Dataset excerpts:
────────────────────────────────────────

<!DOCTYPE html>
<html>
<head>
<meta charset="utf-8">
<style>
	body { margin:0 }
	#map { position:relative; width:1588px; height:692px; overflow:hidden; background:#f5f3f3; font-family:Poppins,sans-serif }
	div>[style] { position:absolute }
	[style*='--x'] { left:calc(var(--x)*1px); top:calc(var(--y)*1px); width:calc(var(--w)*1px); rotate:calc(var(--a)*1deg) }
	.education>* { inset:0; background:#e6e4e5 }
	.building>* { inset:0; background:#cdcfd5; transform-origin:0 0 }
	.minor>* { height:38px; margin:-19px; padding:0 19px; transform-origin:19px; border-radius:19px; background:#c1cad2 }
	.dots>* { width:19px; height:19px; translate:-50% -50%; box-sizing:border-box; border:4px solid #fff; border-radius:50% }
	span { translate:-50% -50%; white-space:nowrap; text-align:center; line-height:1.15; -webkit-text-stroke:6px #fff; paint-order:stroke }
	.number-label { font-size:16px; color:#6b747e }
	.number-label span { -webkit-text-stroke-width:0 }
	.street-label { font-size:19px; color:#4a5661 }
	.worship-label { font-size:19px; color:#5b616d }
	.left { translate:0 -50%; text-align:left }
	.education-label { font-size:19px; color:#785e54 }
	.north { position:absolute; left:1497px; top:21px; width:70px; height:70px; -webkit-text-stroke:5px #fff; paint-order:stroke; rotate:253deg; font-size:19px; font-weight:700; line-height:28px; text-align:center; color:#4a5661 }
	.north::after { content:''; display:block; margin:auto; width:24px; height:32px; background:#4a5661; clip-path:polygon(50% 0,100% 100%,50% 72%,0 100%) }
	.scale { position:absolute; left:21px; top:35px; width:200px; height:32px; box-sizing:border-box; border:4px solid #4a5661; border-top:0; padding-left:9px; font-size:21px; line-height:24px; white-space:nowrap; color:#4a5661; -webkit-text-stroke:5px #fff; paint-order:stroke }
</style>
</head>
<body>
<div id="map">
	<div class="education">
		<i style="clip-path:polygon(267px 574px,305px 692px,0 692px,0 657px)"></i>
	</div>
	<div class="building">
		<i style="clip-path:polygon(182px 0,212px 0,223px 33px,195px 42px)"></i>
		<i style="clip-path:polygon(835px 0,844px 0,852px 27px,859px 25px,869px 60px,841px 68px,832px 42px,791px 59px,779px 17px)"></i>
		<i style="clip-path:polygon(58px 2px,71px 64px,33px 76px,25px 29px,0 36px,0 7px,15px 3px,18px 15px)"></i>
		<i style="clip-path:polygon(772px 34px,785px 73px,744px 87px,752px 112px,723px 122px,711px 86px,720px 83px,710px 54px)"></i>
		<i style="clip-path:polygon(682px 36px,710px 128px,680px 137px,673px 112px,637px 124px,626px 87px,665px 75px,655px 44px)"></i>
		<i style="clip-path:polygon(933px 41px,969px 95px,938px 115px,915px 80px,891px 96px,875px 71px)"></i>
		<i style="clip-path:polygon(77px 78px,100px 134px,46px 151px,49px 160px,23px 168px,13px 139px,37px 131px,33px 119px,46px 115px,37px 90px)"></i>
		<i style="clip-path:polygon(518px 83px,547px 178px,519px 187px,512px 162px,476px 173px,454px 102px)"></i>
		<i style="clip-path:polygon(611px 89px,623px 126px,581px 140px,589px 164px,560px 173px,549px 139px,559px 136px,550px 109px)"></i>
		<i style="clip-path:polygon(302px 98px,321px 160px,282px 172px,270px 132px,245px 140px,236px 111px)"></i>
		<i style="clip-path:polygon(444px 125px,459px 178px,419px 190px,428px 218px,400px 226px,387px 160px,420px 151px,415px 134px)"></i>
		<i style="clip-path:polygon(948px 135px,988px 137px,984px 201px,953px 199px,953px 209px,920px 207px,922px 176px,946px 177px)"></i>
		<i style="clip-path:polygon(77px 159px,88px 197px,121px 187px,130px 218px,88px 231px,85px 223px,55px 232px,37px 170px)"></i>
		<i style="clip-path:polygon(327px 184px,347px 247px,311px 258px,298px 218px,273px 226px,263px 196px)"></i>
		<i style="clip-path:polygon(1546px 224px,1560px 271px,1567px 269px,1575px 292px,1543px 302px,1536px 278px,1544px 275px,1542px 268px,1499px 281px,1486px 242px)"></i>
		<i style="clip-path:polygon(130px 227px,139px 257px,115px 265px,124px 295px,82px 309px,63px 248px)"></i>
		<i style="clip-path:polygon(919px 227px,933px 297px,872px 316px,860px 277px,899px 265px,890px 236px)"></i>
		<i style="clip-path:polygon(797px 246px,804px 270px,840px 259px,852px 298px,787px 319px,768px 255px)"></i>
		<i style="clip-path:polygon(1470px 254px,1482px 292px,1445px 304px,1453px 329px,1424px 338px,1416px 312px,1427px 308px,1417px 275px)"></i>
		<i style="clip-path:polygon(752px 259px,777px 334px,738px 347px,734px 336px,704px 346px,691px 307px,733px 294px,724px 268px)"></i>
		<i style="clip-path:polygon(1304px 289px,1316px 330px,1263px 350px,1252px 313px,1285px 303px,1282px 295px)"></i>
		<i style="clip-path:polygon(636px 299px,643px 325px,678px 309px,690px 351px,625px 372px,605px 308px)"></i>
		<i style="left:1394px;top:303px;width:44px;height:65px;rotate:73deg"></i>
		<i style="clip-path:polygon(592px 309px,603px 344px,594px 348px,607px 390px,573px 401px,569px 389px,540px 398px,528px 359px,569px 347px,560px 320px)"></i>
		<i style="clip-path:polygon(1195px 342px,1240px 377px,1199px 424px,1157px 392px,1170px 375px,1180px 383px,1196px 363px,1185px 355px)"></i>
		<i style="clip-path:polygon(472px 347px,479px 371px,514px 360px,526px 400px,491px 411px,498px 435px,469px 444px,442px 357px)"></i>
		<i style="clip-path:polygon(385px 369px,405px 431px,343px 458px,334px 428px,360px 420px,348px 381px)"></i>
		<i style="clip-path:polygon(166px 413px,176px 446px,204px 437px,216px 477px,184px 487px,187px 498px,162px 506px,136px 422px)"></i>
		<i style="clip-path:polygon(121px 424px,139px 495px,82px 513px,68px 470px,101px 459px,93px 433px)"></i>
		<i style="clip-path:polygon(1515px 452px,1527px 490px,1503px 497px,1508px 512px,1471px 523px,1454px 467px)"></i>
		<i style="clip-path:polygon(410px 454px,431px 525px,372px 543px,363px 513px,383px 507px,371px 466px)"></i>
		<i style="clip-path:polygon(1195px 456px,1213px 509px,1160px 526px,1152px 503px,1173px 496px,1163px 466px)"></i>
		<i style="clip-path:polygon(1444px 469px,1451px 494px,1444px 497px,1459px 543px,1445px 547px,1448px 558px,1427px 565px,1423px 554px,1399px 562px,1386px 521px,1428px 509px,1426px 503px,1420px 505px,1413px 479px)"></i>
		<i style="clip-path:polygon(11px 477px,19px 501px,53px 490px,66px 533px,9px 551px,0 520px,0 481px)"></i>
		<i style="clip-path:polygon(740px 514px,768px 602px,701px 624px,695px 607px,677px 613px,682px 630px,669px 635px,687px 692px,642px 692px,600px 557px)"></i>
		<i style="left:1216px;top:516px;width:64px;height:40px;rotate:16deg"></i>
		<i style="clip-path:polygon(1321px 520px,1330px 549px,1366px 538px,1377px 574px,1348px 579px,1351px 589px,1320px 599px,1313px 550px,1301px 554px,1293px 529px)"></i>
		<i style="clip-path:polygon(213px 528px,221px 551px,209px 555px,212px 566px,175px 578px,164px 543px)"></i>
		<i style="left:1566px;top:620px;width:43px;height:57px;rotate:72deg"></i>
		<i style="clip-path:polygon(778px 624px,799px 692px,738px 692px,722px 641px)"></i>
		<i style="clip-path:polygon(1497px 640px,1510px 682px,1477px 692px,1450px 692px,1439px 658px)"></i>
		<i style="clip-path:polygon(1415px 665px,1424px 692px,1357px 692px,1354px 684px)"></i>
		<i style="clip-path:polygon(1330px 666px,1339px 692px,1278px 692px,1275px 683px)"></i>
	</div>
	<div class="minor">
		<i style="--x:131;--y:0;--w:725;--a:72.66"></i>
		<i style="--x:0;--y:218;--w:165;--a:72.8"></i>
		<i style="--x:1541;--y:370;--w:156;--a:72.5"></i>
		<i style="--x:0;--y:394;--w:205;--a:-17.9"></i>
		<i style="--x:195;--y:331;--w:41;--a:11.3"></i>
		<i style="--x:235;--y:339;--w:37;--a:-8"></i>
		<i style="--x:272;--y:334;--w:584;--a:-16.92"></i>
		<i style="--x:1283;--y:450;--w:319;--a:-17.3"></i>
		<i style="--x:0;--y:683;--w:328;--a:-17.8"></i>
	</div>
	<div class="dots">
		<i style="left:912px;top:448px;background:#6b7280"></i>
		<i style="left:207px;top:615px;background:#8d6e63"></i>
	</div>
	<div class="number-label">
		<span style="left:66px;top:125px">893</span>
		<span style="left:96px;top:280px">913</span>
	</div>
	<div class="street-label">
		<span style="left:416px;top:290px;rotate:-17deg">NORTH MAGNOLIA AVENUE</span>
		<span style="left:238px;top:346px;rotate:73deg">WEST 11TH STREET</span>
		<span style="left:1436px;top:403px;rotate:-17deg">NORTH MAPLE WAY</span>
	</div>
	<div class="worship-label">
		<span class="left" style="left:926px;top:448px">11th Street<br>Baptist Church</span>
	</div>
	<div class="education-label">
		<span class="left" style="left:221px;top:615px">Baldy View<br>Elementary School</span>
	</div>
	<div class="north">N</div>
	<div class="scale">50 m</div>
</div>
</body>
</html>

────────────────────────────────────────

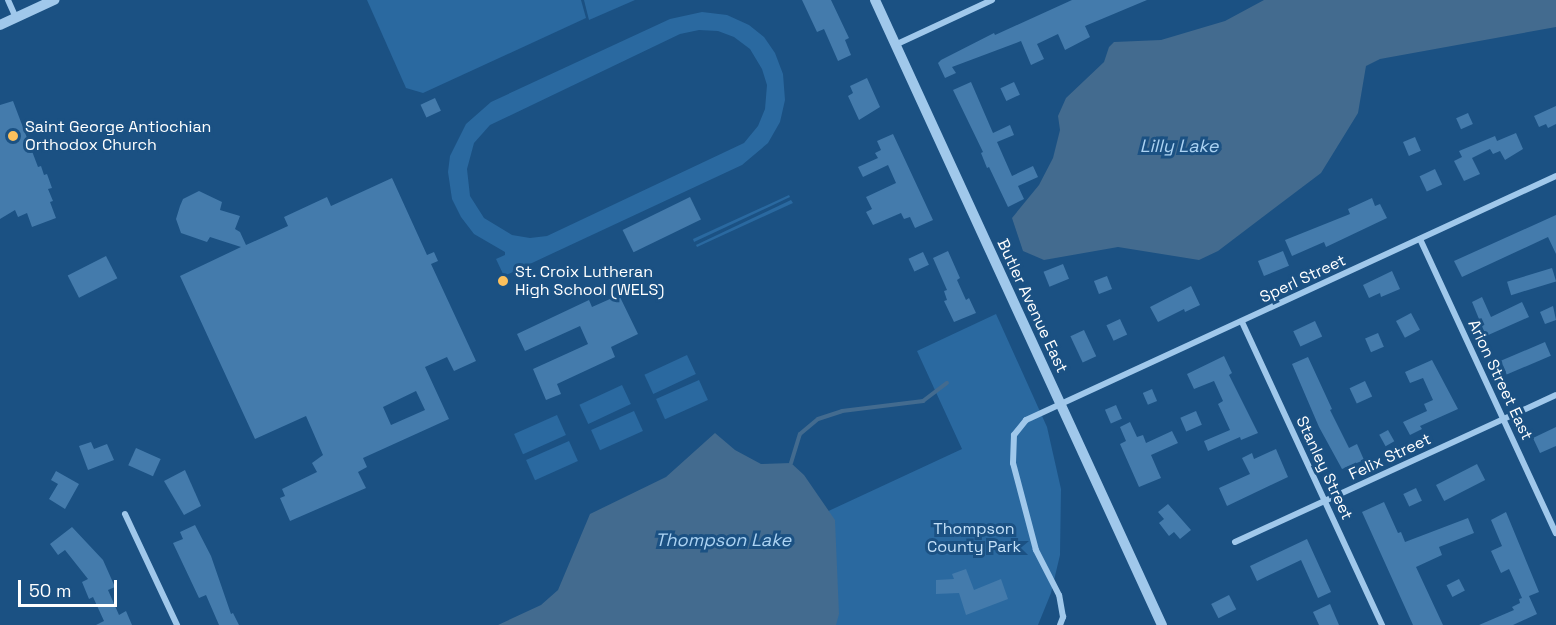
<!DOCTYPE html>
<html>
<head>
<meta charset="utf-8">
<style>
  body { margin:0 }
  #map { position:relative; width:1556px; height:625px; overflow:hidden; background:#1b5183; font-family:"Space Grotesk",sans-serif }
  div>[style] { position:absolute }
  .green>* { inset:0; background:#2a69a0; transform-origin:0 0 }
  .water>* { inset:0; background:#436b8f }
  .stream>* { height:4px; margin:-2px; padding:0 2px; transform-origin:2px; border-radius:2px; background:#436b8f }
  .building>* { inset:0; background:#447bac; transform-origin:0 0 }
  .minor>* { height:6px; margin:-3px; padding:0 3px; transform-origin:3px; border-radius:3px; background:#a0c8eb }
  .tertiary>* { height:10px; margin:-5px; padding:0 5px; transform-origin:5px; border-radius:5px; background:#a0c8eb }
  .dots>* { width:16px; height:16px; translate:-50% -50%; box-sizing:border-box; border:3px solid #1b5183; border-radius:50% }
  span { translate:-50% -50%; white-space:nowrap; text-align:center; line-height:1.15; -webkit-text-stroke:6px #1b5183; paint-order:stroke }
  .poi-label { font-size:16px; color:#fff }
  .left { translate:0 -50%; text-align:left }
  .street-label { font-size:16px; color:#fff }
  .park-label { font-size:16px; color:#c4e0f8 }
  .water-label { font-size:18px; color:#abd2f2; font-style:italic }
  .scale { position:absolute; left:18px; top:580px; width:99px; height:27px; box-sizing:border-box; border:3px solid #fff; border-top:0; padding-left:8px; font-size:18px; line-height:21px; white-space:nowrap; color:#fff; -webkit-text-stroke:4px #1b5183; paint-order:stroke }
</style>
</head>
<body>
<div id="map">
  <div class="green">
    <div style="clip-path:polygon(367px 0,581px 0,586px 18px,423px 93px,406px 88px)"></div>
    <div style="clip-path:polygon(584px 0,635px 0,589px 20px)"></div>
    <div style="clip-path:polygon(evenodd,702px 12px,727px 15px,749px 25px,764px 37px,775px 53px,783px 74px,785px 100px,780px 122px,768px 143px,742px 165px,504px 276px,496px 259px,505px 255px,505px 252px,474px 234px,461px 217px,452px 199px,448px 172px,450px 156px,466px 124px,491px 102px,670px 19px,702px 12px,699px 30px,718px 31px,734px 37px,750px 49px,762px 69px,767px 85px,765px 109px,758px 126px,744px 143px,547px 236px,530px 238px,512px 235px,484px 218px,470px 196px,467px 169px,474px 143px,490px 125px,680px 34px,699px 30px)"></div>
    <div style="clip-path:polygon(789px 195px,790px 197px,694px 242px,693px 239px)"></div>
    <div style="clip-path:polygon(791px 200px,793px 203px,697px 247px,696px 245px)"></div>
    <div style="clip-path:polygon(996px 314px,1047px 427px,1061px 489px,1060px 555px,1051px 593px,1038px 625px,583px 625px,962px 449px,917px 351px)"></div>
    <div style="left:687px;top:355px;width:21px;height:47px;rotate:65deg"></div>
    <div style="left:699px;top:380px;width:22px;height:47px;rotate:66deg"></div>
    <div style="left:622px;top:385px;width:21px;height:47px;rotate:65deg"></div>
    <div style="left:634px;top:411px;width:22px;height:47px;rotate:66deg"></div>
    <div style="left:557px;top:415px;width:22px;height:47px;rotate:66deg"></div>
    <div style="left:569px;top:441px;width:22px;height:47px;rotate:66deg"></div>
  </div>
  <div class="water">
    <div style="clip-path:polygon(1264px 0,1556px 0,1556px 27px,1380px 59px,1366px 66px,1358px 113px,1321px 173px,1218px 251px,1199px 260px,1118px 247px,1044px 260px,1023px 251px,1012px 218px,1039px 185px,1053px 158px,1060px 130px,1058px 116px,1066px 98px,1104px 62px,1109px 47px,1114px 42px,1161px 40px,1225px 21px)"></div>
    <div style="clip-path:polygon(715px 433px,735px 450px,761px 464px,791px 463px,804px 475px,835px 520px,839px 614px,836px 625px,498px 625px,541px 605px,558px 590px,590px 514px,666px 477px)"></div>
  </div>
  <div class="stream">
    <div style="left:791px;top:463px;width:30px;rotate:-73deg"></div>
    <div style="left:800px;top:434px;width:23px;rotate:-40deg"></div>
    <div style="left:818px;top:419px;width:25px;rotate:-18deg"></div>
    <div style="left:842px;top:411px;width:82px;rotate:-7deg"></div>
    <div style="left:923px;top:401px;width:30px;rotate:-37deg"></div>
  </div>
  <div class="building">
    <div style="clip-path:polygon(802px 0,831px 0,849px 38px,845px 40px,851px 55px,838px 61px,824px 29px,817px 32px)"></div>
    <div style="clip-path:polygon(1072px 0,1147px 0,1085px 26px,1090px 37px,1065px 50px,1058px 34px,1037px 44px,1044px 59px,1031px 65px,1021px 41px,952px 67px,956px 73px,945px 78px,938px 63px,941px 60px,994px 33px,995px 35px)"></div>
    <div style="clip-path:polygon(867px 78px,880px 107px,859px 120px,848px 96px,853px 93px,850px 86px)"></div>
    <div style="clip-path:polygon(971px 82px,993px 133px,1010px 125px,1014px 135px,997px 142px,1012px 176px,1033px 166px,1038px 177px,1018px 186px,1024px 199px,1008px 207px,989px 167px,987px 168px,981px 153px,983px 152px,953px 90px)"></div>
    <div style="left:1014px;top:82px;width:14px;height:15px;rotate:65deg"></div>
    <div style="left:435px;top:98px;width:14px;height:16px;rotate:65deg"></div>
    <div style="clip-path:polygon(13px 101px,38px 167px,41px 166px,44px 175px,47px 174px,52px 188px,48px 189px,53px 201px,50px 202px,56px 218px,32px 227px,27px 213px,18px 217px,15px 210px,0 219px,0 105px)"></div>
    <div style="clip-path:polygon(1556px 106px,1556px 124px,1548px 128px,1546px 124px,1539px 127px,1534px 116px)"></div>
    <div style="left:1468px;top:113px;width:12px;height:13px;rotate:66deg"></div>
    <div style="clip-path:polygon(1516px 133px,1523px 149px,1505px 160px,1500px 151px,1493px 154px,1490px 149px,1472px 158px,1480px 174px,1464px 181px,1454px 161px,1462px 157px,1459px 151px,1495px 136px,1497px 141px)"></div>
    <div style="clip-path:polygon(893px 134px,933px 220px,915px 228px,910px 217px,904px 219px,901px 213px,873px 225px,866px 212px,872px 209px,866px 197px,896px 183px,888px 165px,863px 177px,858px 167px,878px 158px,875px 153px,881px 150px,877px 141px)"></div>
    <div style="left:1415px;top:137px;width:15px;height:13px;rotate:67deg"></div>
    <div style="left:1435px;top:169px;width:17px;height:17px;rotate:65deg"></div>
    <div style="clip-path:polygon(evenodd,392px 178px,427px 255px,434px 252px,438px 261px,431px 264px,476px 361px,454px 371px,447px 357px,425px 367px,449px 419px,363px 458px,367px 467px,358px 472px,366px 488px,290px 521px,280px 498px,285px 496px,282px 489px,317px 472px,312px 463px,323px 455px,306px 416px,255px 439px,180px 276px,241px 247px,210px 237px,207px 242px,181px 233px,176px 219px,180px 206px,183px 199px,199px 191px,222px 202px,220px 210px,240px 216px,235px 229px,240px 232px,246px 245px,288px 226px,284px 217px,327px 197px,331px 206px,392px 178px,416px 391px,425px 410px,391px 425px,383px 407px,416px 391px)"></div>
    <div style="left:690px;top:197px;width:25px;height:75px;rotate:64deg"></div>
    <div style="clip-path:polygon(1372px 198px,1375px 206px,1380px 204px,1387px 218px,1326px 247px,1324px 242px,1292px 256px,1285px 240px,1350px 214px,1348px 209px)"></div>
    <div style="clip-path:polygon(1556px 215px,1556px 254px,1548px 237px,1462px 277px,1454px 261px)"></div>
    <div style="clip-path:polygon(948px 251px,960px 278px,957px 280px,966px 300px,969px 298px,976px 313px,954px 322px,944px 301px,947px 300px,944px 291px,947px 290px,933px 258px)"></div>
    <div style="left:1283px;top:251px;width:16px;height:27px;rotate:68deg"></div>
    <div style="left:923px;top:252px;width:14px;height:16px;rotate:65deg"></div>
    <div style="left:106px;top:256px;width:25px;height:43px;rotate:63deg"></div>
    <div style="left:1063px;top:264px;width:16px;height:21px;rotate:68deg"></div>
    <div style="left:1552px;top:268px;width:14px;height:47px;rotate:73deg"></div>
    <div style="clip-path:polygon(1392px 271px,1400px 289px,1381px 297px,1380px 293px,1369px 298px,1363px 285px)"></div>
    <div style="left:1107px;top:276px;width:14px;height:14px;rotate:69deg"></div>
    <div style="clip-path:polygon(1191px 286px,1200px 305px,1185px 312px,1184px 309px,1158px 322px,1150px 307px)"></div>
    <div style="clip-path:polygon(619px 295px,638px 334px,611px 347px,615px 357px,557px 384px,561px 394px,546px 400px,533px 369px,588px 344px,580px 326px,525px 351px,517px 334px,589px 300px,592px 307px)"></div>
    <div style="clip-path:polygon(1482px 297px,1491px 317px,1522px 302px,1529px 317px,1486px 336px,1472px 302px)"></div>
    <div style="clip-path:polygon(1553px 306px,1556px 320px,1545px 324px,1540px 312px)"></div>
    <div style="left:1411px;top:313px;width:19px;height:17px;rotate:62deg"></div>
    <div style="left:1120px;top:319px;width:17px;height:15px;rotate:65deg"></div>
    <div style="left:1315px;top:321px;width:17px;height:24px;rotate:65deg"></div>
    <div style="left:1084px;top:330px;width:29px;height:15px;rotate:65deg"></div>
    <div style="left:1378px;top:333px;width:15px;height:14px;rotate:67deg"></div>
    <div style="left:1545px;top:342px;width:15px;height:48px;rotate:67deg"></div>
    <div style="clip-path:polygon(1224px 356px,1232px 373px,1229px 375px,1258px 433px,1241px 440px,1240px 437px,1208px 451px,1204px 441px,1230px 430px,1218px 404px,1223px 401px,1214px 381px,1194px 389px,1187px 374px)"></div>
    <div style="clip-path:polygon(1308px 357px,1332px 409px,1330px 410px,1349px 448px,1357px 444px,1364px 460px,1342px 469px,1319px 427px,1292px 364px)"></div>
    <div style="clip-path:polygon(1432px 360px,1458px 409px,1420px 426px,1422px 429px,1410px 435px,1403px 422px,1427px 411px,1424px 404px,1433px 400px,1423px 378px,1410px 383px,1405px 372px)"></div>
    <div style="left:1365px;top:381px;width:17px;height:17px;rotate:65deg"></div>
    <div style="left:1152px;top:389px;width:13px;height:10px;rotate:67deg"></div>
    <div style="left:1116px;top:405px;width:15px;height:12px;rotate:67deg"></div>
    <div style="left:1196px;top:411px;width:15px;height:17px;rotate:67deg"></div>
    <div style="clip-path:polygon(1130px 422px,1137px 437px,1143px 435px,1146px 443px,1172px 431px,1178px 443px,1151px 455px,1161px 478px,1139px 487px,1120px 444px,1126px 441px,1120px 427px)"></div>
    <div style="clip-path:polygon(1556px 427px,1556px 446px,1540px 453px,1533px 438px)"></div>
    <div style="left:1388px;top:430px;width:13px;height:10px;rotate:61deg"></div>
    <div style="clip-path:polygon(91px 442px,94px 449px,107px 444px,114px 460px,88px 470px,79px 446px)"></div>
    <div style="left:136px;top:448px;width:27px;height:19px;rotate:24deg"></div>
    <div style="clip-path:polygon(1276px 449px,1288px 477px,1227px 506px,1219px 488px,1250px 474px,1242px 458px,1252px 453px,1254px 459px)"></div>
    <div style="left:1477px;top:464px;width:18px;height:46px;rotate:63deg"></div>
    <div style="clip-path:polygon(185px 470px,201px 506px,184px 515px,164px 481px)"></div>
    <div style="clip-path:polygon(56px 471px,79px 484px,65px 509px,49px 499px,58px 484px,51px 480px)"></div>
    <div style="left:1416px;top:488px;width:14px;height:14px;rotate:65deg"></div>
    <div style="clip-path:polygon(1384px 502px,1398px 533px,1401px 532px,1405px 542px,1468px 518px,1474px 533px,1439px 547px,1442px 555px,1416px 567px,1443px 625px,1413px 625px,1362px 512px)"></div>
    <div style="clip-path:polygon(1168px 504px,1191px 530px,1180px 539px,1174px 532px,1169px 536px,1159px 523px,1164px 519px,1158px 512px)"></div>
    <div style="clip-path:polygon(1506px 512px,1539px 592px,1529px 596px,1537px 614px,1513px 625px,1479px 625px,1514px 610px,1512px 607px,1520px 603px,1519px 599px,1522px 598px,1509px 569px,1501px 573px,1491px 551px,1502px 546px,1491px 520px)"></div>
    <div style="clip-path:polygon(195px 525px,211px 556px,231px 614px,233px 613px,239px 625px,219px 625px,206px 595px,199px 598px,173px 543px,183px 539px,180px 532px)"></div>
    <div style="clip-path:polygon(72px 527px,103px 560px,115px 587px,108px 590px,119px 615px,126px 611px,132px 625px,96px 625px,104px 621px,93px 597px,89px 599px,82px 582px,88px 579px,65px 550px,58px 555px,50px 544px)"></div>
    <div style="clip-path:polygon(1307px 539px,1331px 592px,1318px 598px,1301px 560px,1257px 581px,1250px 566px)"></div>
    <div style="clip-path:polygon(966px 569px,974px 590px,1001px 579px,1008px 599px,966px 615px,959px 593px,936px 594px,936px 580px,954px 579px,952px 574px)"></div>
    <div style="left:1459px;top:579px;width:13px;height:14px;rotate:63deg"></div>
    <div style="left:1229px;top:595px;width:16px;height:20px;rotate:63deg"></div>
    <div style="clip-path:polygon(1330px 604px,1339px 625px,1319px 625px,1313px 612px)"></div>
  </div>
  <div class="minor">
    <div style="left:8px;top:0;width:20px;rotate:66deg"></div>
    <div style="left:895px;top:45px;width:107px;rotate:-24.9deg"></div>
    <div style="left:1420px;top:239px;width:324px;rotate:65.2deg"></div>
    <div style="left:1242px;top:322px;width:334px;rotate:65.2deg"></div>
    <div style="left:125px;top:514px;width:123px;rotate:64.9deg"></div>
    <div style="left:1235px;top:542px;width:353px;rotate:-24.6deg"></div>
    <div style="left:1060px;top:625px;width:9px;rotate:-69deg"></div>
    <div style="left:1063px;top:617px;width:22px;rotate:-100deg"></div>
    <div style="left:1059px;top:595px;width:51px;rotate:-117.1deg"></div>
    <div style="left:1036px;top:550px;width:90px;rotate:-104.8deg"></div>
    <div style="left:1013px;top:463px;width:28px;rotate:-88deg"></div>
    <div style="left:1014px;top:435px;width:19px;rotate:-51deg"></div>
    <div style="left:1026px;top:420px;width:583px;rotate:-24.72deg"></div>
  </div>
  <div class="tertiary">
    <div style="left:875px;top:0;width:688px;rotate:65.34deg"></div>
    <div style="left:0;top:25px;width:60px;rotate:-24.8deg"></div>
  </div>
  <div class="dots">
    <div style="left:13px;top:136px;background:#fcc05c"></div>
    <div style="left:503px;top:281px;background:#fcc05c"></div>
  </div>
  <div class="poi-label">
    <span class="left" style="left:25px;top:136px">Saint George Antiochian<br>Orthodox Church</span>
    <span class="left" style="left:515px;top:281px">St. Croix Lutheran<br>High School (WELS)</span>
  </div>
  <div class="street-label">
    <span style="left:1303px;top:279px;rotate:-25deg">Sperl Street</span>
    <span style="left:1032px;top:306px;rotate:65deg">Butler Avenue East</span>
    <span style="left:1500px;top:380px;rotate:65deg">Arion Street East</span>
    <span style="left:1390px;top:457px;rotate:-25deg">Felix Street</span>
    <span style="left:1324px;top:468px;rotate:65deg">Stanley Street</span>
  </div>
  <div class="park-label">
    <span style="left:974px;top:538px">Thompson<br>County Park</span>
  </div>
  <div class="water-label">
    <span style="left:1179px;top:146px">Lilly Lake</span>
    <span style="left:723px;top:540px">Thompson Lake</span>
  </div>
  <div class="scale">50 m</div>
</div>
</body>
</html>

────────────────────────────────────────

Once you have read the records above, say how many of their lines contain the word "number", giving only that figure.

3